Felix powolnym, powłóczystym krokiem, przeciągając się leniwie, podszedł do lustra, a jego powieki z trudem rozwierały wąską szczelinę, wpuszczając światło na zaspane źrenice.

– No przystojniaku, pora się ogarnąć – powiedział do odbicia i klepnął w twarz, żeby wspomóc powrót na jawę. W tym czasie jego talię chwyciły dwie, silne dłonie, a zza pleców dobiegł równie zaspany głos.

– A ty już uciekasz? – Felix poczuł oddech na karku, a jego ciało przeszył dreszcz ekscytacji. W lustrze odbiła się sylwetka wysokiego młodego mężczyzny.

– Musimy kiedyś wyjść z tego łóżka, wiesz... – uśmiechnął się opierając głowę o umięśniony tors.

– Ja nie muszę – uśmiechnął się tajemniczy kochanek, całując księcia w szyję.

– No tak zapominałem, że jesteś tu w gościnie u samego cesarza, Politerze.

– Tak i z tego, co pamiętam, to miałeś o mnie zadbać: to był rozkaz – młody rycerz powoli brnął rękoma niżej, ku wyraźnej uciesze Felixa.

Moment uniesienia przerwało pukanie do drzwi i głos Szambelana.

– Książe Felixie. Cesarz wzywa waszą wysokość na przegląd wojska.

– Oż kur... Zapominałem! – Felix wzdrygnął i zdzielił się otwartą dłonią w czoło.

– Przekaż im, że zaraz będę! – krzyknął do stojącego pod drzwiami wysłannika.

– Przysłać garderobiane, do waszej w książęcej mości?

– Nie... – zmieszał się. Kim są garderobiane? Pomyślał: w Jokiwarze nie było takiej służby... Zresztą nieważne; lepiej, żeby nikt nie wiedział o tym, że miał gościa. Pałac to prawdziwa wylęgarnia plotek i intryg.

– Nie trzeba! – powtórzył bardziej pewny siebie. Szambelan odmaszerował spod komnaty

– Coś się stanie, jak się spóźnisz? – spytał Pieśniarz, nie rozumiejąc zamieszania, którego jest świadkiem.

– Tak! To ważne wydarzenie, no i Wilfred będzie zawiedziony – Wyjaśnił, gdy w końcu przewinął oba rękawy białej koszuli na jedną stronę.

– A no tak... Wilfred... – burknął Politer. – Przecież nie możesz go zawieść – dodał z wyczuwalną zazdrością, wrócił na łóżko, legł na nim na wznak i wlepił zagniewane oczy w sufit.

Felix, pomimo zaciekłej walki z nogawkami od spodni, poczuł satysfakcję, iż w końcu ktoś jest zazdrosny o niego, a nie na odwrót. Wpełzł na łóżko i spojrzał Pieśniarzowi w oczy.
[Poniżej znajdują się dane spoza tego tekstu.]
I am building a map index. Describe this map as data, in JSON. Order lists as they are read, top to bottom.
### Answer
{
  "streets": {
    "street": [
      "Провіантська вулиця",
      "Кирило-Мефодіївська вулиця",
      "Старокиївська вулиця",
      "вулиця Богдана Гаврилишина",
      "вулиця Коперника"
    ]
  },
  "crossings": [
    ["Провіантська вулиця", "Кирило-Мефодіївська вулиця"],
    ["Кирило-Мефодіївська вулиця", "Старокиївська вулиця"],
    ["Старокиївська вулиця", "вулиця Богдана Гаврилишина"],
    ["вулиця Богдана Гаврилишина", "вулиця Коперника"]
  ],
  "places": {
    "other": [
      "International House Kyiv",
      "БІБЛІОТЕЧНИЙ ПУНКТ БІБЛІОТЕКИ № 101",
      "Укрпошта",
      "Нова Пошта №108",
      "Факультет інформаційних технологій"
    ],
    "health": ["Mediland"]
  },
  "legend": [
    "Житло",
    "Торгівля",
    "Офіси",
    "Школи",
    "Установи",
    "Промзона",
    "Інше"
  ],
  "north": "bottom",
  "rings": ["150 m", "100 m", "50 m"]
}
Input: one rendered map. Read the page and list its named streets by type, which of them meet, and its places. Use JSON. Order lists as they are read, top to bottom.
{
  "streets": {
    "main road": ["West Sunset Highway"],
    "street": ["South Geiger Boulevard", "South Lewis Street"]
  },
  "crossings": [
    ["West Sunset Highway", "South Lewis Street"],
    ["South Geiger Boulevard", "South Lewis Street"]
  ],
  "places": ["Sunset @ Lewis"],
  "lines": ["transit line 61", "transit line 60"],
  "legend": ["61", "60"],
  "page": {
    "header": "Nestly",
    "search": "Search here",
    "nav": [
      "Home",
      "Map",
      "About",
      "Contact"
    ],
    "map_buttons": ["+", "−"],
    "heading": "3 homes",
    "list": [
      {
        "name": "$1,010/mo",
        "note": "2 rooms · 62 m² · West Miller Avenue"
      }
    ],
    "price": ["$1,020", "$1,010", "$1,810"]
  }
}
– Niedługo wrócę. Do tej pory możesz tu spać. – Politer nic nie odpowiedział, udając obrażonego, ale na jego ustach zarysował się mimowolny uśmiech, który bezskutecznie próbował zdusić. Książę wrócił do poszukiwania spodni.

Od pasa w górę był prawie gotowy, natomiast poniżej brakowało mu wszystkiego oprócz bielizny. Koniec końców udało się skompletować całość i wybiegł z sypialni kierując wprost do koszar.